I watched Rachel Smalley talk to Hone Harawira on The Nation Saturday morning. This was a quite extraordinary interview for two reasons:

First, Smalley is now without peer in New Zealand as a current-affairs and political interviewer, an accolade I would previously have given to the hugely talented Duncan Garner.

I would go further. Smalley is up there with some of the finest television interrogators in Australia (not difficult), the United States (quite difficult) and the UK (very difficult). She is enormously well-informed; her questioning is challenging without being interruptive, aggressive or rude; her delivery is impeccable; her interviews are models of intelligent debate. 

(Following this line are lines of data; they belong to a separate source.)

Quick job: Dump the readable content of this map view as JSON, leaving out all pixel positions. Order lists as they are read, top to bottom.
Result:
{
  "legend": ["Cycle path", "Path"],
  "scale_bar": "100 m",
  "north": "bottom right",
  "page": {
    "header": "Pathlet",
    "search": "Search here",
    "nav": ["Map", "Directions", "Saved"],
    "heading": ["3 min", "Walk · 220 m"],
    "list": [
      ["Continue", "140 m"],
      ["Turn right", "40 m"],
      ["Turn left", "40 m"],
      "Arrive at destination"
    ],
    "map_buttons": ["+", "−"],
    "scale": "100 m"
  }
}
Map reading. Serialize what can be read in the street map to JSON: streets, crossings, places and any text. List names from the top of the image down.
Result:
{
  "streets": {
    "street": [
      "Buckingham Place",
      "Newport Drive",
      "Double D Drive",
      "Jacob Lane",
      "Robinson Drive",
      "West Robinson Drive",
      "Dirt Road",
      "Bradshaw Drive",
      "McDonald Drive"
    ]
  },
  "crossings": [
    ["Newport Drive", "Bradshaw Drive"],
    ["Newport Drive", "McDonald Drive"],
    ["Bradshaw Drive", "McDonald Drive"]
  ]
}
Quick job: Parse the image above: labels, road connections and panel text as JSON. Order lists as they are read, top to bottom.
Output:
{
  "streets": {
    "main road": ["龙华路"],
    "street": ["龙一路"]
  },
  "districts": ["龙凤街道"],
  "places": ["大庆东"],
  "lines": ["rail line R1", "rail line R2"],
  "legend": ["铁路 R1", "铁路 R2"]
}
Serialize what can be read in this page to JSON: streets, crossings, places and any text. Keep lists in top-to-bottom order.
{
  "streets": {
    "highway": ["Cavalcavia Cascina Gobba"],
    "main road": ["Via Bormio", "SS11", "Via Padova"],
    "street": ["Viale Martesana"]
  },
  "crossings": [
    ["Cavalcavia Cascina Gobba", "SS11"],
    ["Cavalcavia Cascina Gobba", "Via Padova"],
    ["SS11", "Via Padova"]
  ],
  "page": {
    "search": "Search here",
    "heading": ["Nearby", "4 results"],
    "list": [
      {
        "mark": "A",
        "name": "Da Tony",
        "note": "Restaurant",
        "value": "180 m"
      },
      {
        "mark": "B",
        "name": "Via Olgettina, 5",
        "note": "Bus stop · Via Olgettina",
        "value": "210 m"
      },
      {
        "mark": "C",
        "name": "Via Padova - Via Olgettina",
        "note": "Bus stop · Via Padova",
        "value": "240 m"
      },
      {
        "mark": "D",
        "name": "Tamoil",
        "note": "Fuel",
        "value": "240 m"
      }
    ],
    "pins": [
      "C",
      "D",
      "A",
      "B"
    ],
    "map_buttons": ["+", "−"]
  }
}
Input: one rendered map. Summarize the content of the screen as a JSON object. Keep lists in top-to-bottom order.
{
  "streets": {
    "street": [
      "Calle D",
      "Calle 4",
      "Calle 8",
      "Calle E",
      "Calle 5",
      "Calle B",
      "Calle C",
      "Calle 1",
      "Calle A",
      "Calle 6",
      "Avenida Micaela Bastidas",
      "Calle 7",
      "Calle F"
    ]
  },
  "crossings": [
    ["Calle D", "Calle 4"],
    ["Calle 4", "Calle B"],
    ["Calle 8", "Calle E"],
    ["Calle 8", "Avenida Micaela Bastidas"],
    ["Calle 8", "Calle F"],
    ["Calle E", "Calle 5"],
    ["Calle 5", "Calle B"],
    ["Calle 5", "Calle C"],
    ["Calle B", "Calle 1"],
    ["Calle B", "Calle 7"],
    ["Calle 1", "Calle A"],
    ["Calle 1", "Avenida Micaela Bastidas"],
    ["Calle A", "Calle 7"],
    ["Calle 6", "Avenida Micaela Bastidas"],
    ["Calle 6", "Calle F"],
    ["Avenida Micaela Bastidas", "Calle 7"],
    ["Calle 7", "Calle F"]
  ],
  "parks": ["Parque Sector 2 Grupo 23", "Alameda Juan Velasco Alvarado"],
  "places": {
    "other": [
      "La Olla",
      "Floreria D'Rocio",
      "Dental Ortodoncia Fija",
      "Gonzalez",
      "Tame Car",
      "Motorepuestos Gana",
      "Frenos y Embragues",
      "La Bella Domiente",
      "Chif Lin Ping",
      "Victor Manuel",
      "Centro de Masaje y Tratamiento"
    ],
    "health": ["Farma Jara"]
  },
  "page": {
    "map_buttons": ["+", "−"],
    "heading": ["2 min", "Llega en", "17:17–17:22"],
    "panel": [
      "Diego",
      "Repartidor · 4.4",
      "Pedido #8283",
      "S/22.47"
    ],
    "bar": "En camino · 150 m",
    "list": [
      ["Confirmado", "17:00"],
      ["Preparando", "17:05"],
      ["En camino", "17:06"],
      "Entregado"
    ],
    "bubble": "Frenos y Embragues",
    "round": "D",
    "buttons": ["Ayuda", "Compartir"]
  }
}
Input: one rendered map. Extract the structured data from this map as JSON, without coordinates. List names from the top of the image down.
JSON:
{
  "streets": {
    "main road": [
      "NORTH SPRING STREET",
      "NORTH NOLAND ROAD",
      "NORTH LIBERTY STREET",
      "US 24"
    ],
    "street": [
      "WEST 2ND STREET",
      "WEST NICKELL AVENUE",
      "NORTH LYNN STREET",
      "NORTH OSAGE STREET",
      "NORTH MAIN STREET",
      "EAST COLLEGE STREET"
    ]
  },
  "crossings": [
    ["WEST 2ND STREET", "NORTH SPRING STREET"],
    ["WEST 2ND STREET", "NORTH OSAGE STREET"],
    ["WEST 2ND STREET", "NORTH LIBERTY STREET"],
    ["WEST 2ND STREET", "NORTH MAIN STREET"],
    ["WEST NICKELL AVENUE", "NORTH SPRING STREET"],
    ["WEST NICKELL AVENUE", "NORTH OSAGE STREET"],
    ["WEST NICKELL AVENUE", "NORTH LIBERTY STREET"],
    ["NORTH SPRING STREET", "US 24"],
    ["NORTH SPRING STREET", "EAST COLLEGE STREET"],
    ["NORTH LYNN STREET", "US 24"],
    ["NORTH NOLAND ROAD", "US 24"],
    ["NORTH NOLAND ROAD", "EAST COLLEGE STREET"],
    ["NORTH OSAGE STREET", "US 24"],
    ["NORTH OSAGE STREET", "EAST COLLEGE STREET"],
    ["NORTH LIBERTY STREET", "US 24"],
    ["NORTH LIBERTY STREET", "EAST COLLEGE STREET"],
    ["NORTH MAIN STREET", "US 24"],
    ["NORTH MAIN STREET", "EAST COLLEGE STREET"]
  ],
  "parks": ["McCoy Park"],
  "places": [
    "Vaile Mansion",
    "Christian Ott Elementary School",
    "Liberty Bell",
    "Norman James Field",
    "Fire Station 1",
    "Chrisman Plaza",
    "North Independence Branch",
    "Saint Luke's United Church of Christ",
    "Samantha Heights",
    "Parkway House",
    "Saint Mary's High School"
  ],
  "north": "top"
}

Because New Zealanders have grown used to noise and impertinence as hallmarks of the effective interviewer, when in fact these are indicators of lack of real talent, Smalley’s brilliance has perhaps not yet been fully recognised. But I have absolutely no doubt that, with a little more experience, she will rank alongside interviewers of the quality of HARDtalk’s Stephen Sackur.

Second, Hone Harawira is in my view the most effective political communicator in New Zealand. His reputation among Pakeha and some Maori  is probably that of a loud-mouthed Maori sh*t-stirrer, a reputation he has from time to time deserved.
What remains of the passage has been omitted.